Listed records:
************

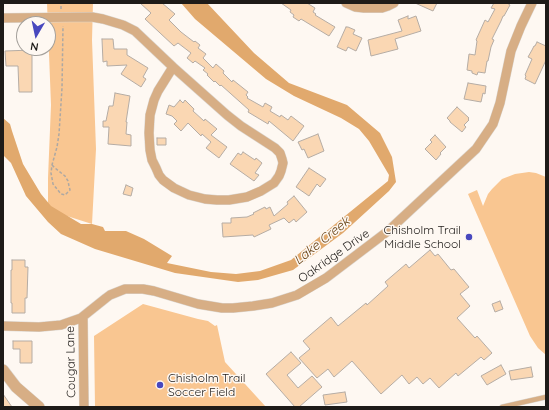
<!DOCTYPE html>
<html>
<head>
<meta charset="utf-8">
<style>
	body { margin:0 }
	#map { position:relative; width:549px; height:410px; overflow:hidden; background:#fef8f2; font-family:Quicksand,sans-serif }
	canvas { display:block }
	.frame { position:absolute; inset:0; border:4px solid #1e1b18; pointer-events:none }
	.north { position:absolute; left:16px; top:16px; width:40px; height:40px; box-sizing:border-box; background:#fef8f2; border:1px solid #a4a09b; border-radius:50%; rotate:189deg; font-size:11px; font-weight:700; line-height:16px; text-align:center; color:#1e1b18 }
	.north::after { content:''; display:block; margin:auto; width:14px; height:18px; background:#4848be; clip-path:polygon(50% 0,100% 100%,50% 72%,0 100%) }
</style>
</head>
<body>
<div id="map">
<canvas width="549" height="410"></canvas>
<div class="frame"></div>
<div class="north">N</div>
</div>
<script>
const ctx = document.querySelector('canvas').getContext('2d');
ctx.lineJoin = 'round';
function paint(path, color) { ctx.fillStyle = color; ctx.fill(path, 'evenodd'); }
const poly = rows => new Path2D(rows.map(r => 'M' + r).join(''));
function strokePath(path, color, width, dash) { ctx.strokeStyle = color; ctx.lineWidth = width; ctx.lineCap = dash ? 'butt' : 'round'; ctx.setLineDash(dash || []); ctx.stroke(path); }
function label(font, color, halo, rows, align = 'center') {
  ctx.font = font + ' Quicksand,sans-serif'; ctx.lineWidth = 3; ctx.setLineDash([]); ctx.textBaseline = 'middle'; ctx.strokeStyle = halo; ctx.fillStyle = color; for (const [text, x, y, turn = 0] of rows) {
    ctx.save(); ctx.translate(x, y); ctx.rotate((+turn || 0) * Math.PI / 180); ctx.textAlign = isNaN(turn) ? turn : align; if (halo) ctx.strokeText(text, 0, 0); ctx.fillText(text, 0, 0); ctx.restore();
  }
}
paint(poly([
	[47,3,93,3,92,40,96,149,92,224,48,210,48,178,51,105],
	[529,172,536,173,546,177,546,355,538,348,530,336,468,194,477,190,483,206,488,194,492,189,502,179,515,174],
	[143,304,198,319,208,321,215,326,217,325,225,362,266,407,95,407,94,336]
]), '#f9c691');
paint(poly([
	[181,3,207,3,254,53,289,83,347,105,380,133,392,157,396,182,389,191,343,233,293,270,258,280,238,282,175,273,95,249,61,234,48,222,26,196,11,163,3,155,3,118,10,124,12,131,23,164,41,194,51,206,81,224,92,224,103,227,105,231,126,231,144,239,172,256,167,263,211,272,236,274,260,271,291,260,388,181,389,175,369,141,359,129,341,118,294,96,266,79,195,19]
]), '#e1a96d');
const building = poly([
	[140,3,162,3,175,14,169,20,181,32,194,42,195,41,200,45,198,48,206,54,203,58,213,68,216,64,224,71,223,73,232,82,233,80,248,92,246,95,248,97,247,98,263,107,265,103,272,107,270,111,280,117,281,115,288,120,291,116,304,126,293,141,269,121,268,124,248,112,249,110,221,85,220,86,215,81,214,82,207,75,208,74,203,70,205,68,195,61,193,63,187,58,191,53,178,43,174,46,145,19,151,13,140,3],
	[281,3,307,3,315,8,313,12,316,14,315,15,335,27,329,36,301,19,299,21,293,17,294,15,290,12,291,10,281,3],
	[415,3,437,3,433,11,415,3],
	[494,3,507,3,510,5,504,16,503,16,501,21,492,39,494,40,491,47,488,61,487,61,485,73,478,72,477,75,472,73,472,71,467,70,469,54,475,55,477,41,476,40,485,20,488,22,495,9,491,8,494,3],
	[408,16,408,19,416,16,421,31,395,39,398,49,371,56,368,40,402,31,398,20,408,16],
	[346,27,348,27,355,30,353,34,362,38,356,51,348,47,346,51,337,47,346,27],
	[102,39,113,39,114,49,127,49,127,55,148,68,143,77,146,79,141,87,121,74,127,65,107,66,107,61,103,62,102,39],
	[537,42,546,46,546,60,535,84,525,79,526,76,525,75,532,59,528,57,532,50,534,46,535,46,537,42],
	[32,50,32,92,19,92,18,66,6,66,5,51,32,50],
	[468,83,486,86,485,94,483,93,481,102,464,99,468,83],
	[115,93,130,96,126,122,127,122,126,134,131,135,131,146,108,144,109,127,103,127,103,121,106,121,109,106,113,106,115,93],
	[180,100,183,103,185,100,194,109,193,111,204,121,205,119,217,129,211,135,227,147,219,158,206,148,211,142,202,134,201,136,188,123,181,131,174,124,177,121,172,116,166,114,169,105,174,107,180,100],
	[457,107,469,118,468,119,469,120,464,125,466,127,462,132,450,122,450,121,447,118,457,107],
	[318,134,324,151,308,158,304,149,302,150,298,142,318,134],
	[435,135,446,147,440,153,441,154,436,160,425,149,432,142,430,140,435,135],
	[157,138,166,138,166,145,157,145,157,138],
	[243,152,255,160,256,158,262,163,255,173,259,175,254,181,230,164,238,153,241,155,243,152],
	[309,168,326,179,320,187,317,184,309,196,296,187,309,168],
	[126,185,133,188,131,196,123,194,126,185],
	[294,196,307,212,296,222,294,219,289,223,284,218,269,225,271,229,254,237,253,235,223,237,222,223,231,223,231,218,247,217,254,214,253,213,265,207,266,209,270,207,274,216,288,204,287,202,294,196],
	[430,250,435,256,438,254,451,270,454,269,469,287,460,294,470,306,457,318,475,338,477,336,492,353,484,360,481,357,458,376,456,373,439,388,430,378,423,384,417,377,409,384,402,375,381,394,352,361,334,377,328,369,317,378,299,358,310,349,303,341,331,317,338,326,366,303,367,305,388,286,385,282,406,264,409,268,430,250],
	[12,260,25,260,25,267,28,267,27,298,25,298,25,313,12,313,12,303,11,303,11,270,12,270,12,260],
	[500,301,503,309,495,312,492,304,500,301],
	[13,341,32,341,32,363,20,363,20,349,13,349,13,341],
	[291,352,301,363,287,375,298,388,312,376,322,387,299,407,295,407,266,374,291,352],
	[501,365,506,374,487,385,481,376,501,365],
	[531,367,533,377,511,380,509,371,531,367],
	[345,392,347,402,325,405,323,395,345,392],
	[3,394,12,407,3,407,3,394]
]);
paint(building, '#fad7b3');
strokePath(building, '#b5aca4', 1);
const service = poly([
	[502,407,546,397]
]);
const minor = poly([
	[346,3,355,7,364,8,382,8,388,6,394,3],
	[3,18,92,17,103,19,123,25,135,31,173,67],
	[173,67,227,115,241,126,275,148,280,153,282,159,283,163,281,171,279,176,274,183,261,191,247,197,229,200,217,200,205,199,189,195,174,188,163,180,159,175,156,168,152,160,150,150,149,133,150,115,154,100,158,91,173,67],
	[83,317,84,407],
	[3,326,39,327,61,325,81,318,106,298,110,295,125,289,143,289,154,291,198,304,222,308,233,308,253,306,272,303,297,295,326,278,388,231,476,149,493,124,500,103,511,51,521,26,532,3]
]);
const tertiary = poly([
	[3,370,16,387,39,407]
]);
strokePath(service, '#dad5cf', 5.5);
strokePath(minor, '#dad5cf', 10);
strokePath(tertiary, '#dad5cf', 12);
strokePath(poly([
	[61,9,61,3],
	[52,165,55,168,65,176,68,181,69,186,70,190,65,195,61,194,53,184,51,173,52,165,57,147,59,134,62,88,63,26]
]), '#ada8a3', 1.5, [3, 2]);
strokePath(service, '#d7ae85', 4.5);
strokePath(minor, '#d7ae85', 9);
strokePath(tertiary, '#d7ae85', 11);
for (const [x, y, r, color] of [
	[469,237,4,"#4848be"],
	[160,385,4,"#4848be"]
]) { const dot = new Path2D(); dot.arc(x, y, r, 0, 2 * Math.PI); ctx.fillStyle = color; ctx.fill(dot); strokePath(dot, '#fef8f2', 1.5); }
label('12px', '#1e1b18', '#fef8f2', [
	["Chisholm Trail",461,230],
	["Middle School",461,244],
	["Chisholm Trail",168,378,"left"],
	["Soccer Field",168,392,"left"]
], 'right');
label('12px', '#1e1b18', '#fef8f2', [
	["Oakridge Drive",334,256,-35],
	["Cougar Lane",71,362,-91]
]);
label('italic 13px', '#684214', '#fef8f2', [
	["Lake Creek",322,241,-39]
]);
</script>
</body>
</html>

************

Task description:
Filter the lines above so that only those with the string "tertiary" remain, then copy them.

Response box:
const tertiary = poly([
strokePath(tertiary, '#dad5cf', 12);
strokePath(tertiary, '#d7ae85', 11);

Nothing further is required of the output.